To be a Christian is to follow Christ. Jesus suffered passionately for us and thus if we follow his example, we are to suffer passionately, for others. That does not mean simply to endure one’s own circumstances. It does not mean merely “to bear one’s own cross” or live the life of a martyr for glory or accolades. Suffering with others is an act of passion by which, we enter the lives of those who bear pain and we share their pain with them. It means to care enough about the suffering of another person to do something about it. It may even mean risking one’s own security in order to be at the side of another suffering human being.
As Christians, we are resurrection people. We are a community bound together by the hope that death and suffering is not the end, because we live in the expectation that God’s Kingdom will break through. As Christians, we must remember though that we cannot jump straight to the empty tomb, because resurrection only comes after death, Easter only after Good Friday, and renewal only through suffering. It is in the bearing each other’s burdens, that we discover the joy of renewal. Our Good Shepherd showed us the way. We want a Good Shepherd who sees it as his responsibility to find us when we are lost and clueless. We want a Good Shepherd who invites us beyond our beginnings and our sufferings and promises us that “Whoever enters by me will be saved, and will come in and go out and find pasture. I came that they may have life, and have it abundantly.” We as followers of the Good Shepherd are called to show others the gate, and to walk through the gate with them.

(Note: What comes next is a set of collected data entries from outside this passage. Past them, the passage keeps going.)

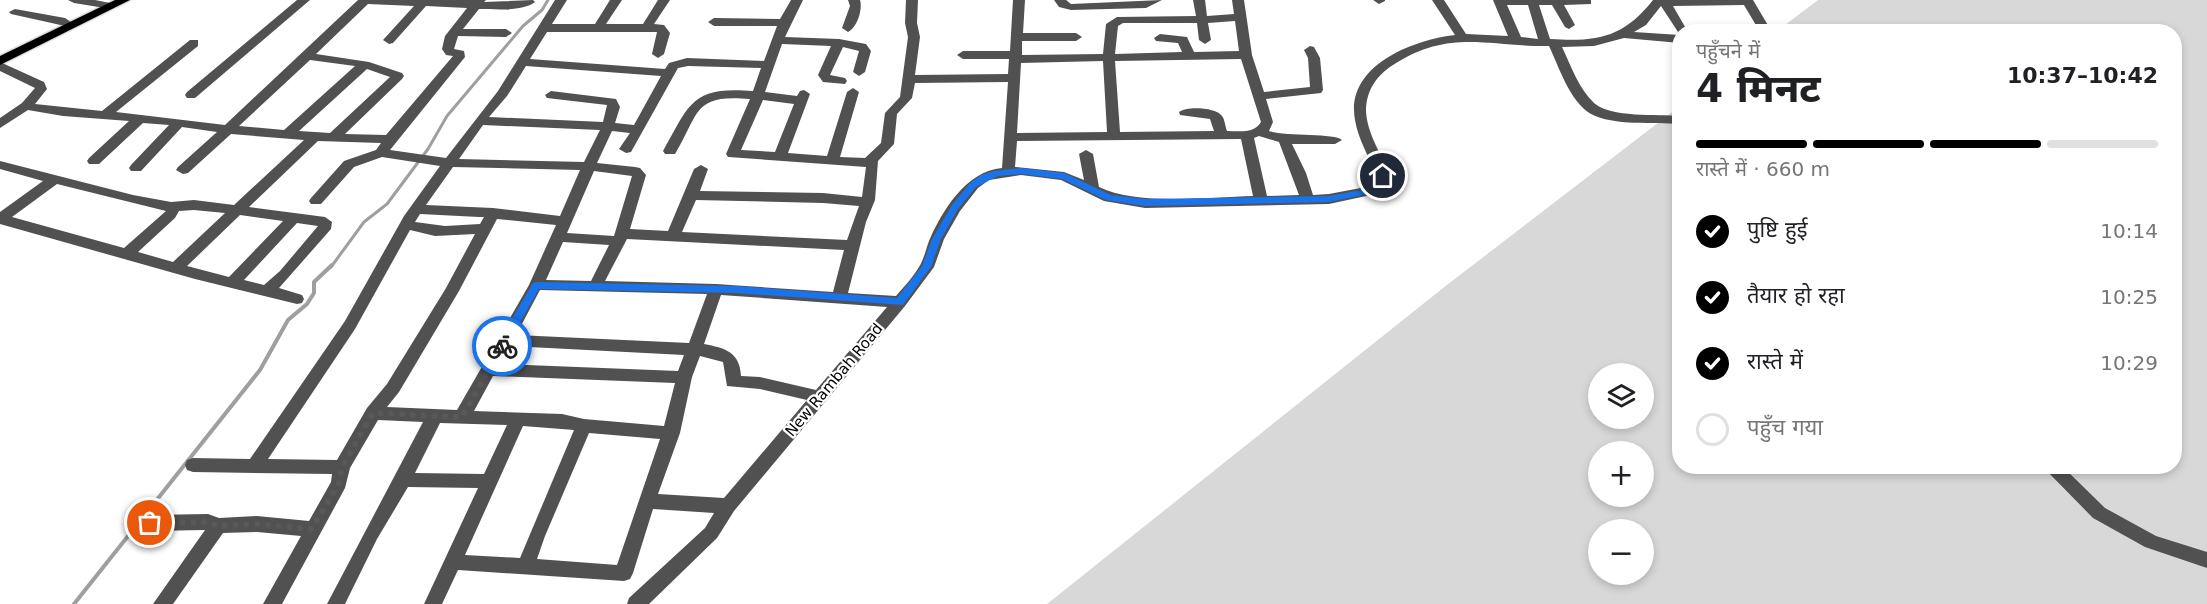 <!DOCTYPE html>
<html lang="hi">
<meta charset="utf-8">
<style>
:root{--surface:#fff;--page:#f6f6f6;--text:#202124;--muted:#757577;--line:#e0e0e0;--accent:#000}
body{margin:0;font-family:"DejaVu Sans","Noto Sans Devanagari",sans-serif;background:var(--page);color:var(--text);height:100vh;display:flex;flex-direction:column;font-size:22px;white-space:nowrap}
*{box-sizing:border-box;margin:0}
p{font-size:20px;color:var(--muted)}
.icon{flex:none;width:33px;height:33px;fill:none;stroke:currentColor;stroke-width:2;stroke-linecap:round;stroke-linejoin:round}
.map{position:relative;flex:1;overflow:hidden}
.drawer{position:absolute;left:1672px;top:24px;width:510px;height:450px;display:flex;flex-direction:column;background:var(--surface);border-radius:24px;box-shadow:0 3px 9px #0003}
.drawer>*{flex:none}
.fabs{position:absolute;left:1588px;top:363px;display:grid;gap:12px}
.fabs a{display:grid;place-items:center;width:66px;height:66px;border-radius:50%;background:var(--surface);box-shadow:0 3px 9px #0003;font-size:30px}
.pin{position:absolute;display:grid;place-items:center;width:51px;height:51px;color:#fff;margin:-26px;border:3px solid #fff;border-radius:50%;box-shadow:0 2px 6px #0007}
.courier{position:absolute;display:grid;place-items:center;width:60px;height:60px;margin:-30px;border:4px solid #1a73e8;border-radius:50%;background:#fff;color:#222;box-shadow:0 2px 8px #0007}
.overview em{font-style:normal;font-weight:800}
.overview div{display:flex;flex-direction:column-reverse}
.overview{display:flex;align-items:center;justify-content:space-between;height:102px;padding:0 24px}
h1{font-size:39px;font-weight:800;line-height:45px}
.bar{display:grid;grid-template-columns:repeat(4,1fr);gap:9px 6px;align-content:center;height:72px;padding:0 24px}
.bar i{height:8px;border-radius:4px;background:var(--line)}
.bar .selected{background:var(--accent)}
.bar p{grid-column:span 4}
ol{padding:0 24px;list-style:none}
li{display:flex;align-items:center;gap:18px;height:66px}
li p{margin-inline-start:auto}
li .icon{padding:6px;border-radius:50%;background:var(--accent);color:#fff;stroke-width:4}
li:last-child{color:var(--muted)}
li i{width:33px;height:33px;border:3px solid var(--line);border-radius:50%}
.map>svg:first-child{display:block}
</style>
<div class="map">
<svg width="2207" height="604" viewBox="0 0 2207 604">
<rect width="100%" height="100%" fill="#fff"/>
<path fill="#d8d8d8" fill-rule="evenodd" d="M1818 0H2207V604H1047L1443 288 1680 106V466H2175V32L1777 31ZM1599 374H1644V418H1599ZM1599 452H1644V496H1599ZM1599 530H1644V574H1599Z"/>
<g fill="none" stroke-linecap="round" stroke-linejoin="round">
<path stroke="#9f9f9f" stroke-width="3" d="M331 267 364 222 387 204 428 149 447 116 523 26 542 10 548 0"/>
<path stroke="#9f9f9f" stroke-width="4" d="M74 604 260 370 288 320 307 304 314 293V282L332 265"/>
<defs>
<path id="major" d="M115 0H130L0 65V56Z"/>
</defs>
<use href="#major" stroke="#dbdbdb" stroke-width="3"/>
<g fill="#515151" fill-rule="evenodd">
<path d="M68 0H95L115 4 117 6 111 9 74 3Z"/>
<path d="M297 0H310L195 98H187L185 95 187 92Z"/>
<path d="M358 0H486L484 2 533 0 535 2C522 12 495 9 479 9L463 29H506L512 33 506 37 458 36 454 49 464 51 465 57 390 150 446 158 498 91 555 0H567L552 24H595L610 0H622L606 24H643L658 0H670L654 24 664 25 670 33 664 54 658 58 652 54 657 32H547L530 59 665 69 669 63 687 58 764 61 777 26H714L708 22 714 18 780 19 791 0H803L785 37 839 39 866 44 871 51 865 72 859 76 853 72 859 51 843 47 830 75 845 78 847 81 845 84 823 82 818 75 831 46 782 44 765 92 797 96 800 91 804 90 810 94 788 153 827 156 847 92 853 88 859 92 840 157 865 158 881 143 885 113 900 97 908 37 905 23 906 0H918L917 23 920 37 915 75 1008 74 1009 59H963L957 55 963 51H1010L1013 0H1025L1023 33H1076L1082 37 1076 41H1022V55L1103 54 1106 24 1117 17 1196 16 1193 0H1205L1207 16 1234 14 1232 0H1244L1252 55 1264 92 1310 87 1308 58 1304 50 1310 46 1314 47 1320 58 1323 90 1321 93 1266 99 1273 122 1269 131C1286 137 1335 133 1342 140L1335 144H1292L1306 173 1313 195 1329 194 1371 186 1376 176C1370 157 1358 140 1355 120 1345 66 1412 40 1455 35L1432 0H1444L1466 34 1508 36 1493 0H1591V4L1564 5 1575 25 1569 29 1565 27 1552 5H1539L1550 39C1597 42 1623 38 1653 0H1753L1772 32H1760L1744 5 1673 6 1688 32H1680V35L1661 6 1646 25 1634 32 1680 35V43L1624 38 1594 46 1562 47C1571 66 1579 89 1594 103 1610 118 1658 114 1680 116V124C1655 122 1613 126 1591 114 1570 102 1559 67 1549 46 1488 47 1450 28 1393 65 1376 76 1366 91 1366 111 1367 134 1382 155 1390 176L1387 185 1380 193 1329 204 1145 208 1104 201 1061 180 1021 175 989 180 978 188 960 211 944 239 934 267 905 306 734 511 717 538 649 604H627L629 598 705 528 714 513 653 509 633 573 630 579 624 581 458 570 442 604H424L478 488 408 487 377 539 345 604H327L423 422 378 420 350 468 345 488 282 604H263L301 536 257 532 223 533 173 604H153L205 530 150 531 144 528 141 523 144 518 150 515 208 514 219 518 257 516 309 521 331 482 332 474 193 472 187 470 185 465 187 460 193 458 250 459 345 321 404 216 440 166 382 157 354 167 321 204H311L309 201 311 198 344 161 376 150 381 143 318 141 249 207 325 217 332 222 331 229 279 288 302 295 304 299 302 303 297 304 195 279 0 224V212L43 181 0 169V161L133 195 171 202 194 200 234 205 304 140 231 134 188 173 183 174 176 170 178 167 217 132 182 127 141 171H131L129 168 131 165 169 125 143 123 99 164H89L87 161 89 158 129 121 63 116 28 110 0 128V118L22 103 35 88 0 71V62L44 82 47 89 35 104 102 111 190 40H198V46L116 112 225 125ZM368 4 414 6 383 40 389 44 393 43 426 6 467 8 445 36 442 49 446 55 453 56 386 135 345 134 402 79 404 76 402 73 369 62 316 54ZM1507 5H1528L1538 39 1521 37ZM1235 21 1239 51 1194 52 1187 37 1160 34 1154 38 1156 41 1178 43 1182 52 1115 54 1118 26 1123 23H1197L1199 40 1205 44 1211 40 1208 23ZM1241 59 1261 122C1254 134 1239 131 1227 131 1225 126 1225 120 1222 116 1216 107 1186 106 1179 112L1180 115 1210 119 1214 131 1120 132 1115 61ZM310 60 355 66 284 130 239 126ZM1103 61 1107 132 1017 133 1021 63ZM526 66 661 76 634 125 615 123 620 107 616 99 551 91 545 95 547 98 607 105 603 122 489 117 507 96ZM688 66 761 68 753 91C692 86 690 103 663 151L665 154H675C700 112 693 94 750 99L726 154 728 157 866 167 862 197 823 193 700 191 708 169 701 165 694 169 668 231 630 229 646 175 640 168 635 167 597 163 612 131 630 133 619 149 626 153 631 152 678 68ZM367 69 390 77 330 133 299 131ZM1008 82 1002 168C966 171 942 211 929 241 926 249 924 259 919 267 913 277 904 287 896 296L848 293 866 222 875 200 878 161 894 144 897 114 912 98 915 83ZM763 100 794 104 775 152 741 150ZM483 125 600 130 584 162 459 159ZM1259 136 1279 142 1299 195 1267 196 1254 138ZM1241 139 1253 196C1209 197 1138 206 1099 187L1093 154 1086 150 1079 154 1084 180 1064 172 1015 167 1017 141ZM453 167 580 170 560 216 493 208 426 205ZM594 171 632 176 614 236 567 233ZM57 184 166 211 124 248 12 217ZM696 200 823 203 859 206 847 240 682 232ZM194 210 225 213 173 262 138 252 175 218 179 211ZM420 214 479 217H484L480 224 445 226 415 222ZM240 215 283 221 229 277 187 266ZM497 219 556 225 529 285 457 410 387 407 399 392 459 291ZM297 223 318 226 280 271 264 285 244 280ZM410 230 435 236 475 234 446 288 387 384 367 408 337 460 268 459 355 329ZM627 239 844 250 833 292 716 284 605 281ZM563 242 609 245 591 281 546 280ZM540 290 707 294 689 343 516 335ZM721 295 887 307 816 390 760 377 741 376C740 352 725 348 704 344ZM510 346 684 355 678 371 500 364ZM700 356 723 362 727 386 760 389 807 400 724 498 658 494 680 433 692 377ZM493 376 675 383 664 426 584 419 562 414 474 411ZM440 423 507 425 484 474 415 473ZM523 426 574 430 520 558 465 555ZM589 433 660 439 617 565 537 559 545 536Z"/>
<path d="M848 0H860C863 9 857 28 848 32L842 28 850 6Z"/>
<path d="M1054 0H1066L1071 4 1162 0 1146 8 1071 10 1059 7Z"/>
<path d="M1373 0H1385V1L1379 4Z"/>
<path d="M15 9 65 18 71 22 65 26 11 14 9 12Z"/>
<path d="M2042 466H2062L2105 508 2156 536 2207 552V568L2145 547 2093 518Z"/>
</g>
<use href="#major" fill="#000" fill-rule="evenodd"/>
</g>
<path fill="#1a73e8" d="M1021 168 1064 173 1111 195 1145 199 1329 196 1372 188 1376 184 1380 173 1387 176 1385 185 1378 192 1329 202 1145 206 1106 200 1062 179 1021 174 998 176 976 187 958 209 941 239 931 267 903 305 736 293 539 289 505 349 502 350 496 346 533 283 536 282 736 286 897 298 922 266 932 239 952 205 970 183 981 175 994 171Z"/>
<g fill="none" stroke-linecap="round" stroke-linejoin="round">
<path stroke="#595959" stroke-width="6" stroke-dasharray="0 10.8" d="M150 523 208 522 218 526 257 524 312 529 339 483 342 467 373 413 462 417 502 346"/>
</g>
<g text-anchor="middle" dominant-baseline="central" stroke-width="4.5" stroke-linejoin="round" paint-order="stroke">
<g font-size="15" fill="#000" stroke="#fff">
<text transform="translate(834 380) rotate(-50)">New Rambah Road</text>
</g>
</g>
</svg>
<div class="fabs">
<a><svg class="icon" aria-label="layers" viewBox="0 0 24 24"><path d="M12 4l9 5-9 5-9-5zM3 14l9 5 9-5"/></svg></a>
<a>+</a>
<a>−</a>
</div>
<div class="pin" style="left:150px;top:523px;background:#ea580c"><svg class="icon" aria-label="bag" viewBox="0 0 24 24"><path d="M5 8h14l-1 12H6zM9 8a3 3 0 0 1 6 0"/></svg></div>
<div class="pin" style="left:1383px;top:176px;background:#1f2937"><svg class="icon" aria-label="home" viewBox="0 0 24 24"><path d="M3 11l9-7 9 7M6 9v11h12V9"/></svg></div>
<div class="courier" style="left:502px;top:346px"><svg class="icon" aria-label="bike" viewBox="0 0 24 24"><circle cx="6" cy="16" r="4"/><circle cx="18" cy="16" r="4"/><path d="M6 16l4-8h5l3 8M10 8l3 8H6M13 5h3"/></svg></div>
<section class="drawer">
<div class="overview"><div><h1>4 मिनट</h1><p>पहुँचने में</p></div><em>10:37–10:42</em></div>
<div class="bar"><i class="selected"></i><i class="selected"></i><i class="selected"></i><i></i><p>रास्ते में · 660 m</p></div>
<ol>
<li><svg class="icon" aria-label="check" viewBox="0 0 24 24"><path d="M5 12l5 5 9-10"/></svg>पुष्टि हुई<p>10:14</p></li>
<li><svg class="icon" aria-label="check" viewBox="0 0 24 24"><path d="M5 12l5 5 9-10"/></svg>तैयार हो रहा<p>10:25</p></li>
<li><svg class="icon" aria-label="check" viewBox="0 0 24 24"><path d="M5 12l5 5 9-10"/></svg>रास्ते में<p>10:29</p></li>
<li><i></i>पहुँच गया</li>
</ol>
</section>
</div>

For a brief time nearly 37 years ago, I was called to sit with John Wayne on that playground and help bear his burden, and in a very short time, we became friends. I never have discovered what happened to my third grade classmate, but my hope is that in his life he has found renewal in Christ. I do know that wherever he may be, God walks with him and sustains him. I pray every day that he knows the joy of renewal and new life in Christ. John Wayne taught me what it means to have the courage to walk alongside those who hurt. The same Christ that suffers with us, bids us to drop our fears and suffer with others. It is our ministry to bring others our abundance, to take a seat beside those who suffer, and to share the great gifts of grace and mercy, which God has given us.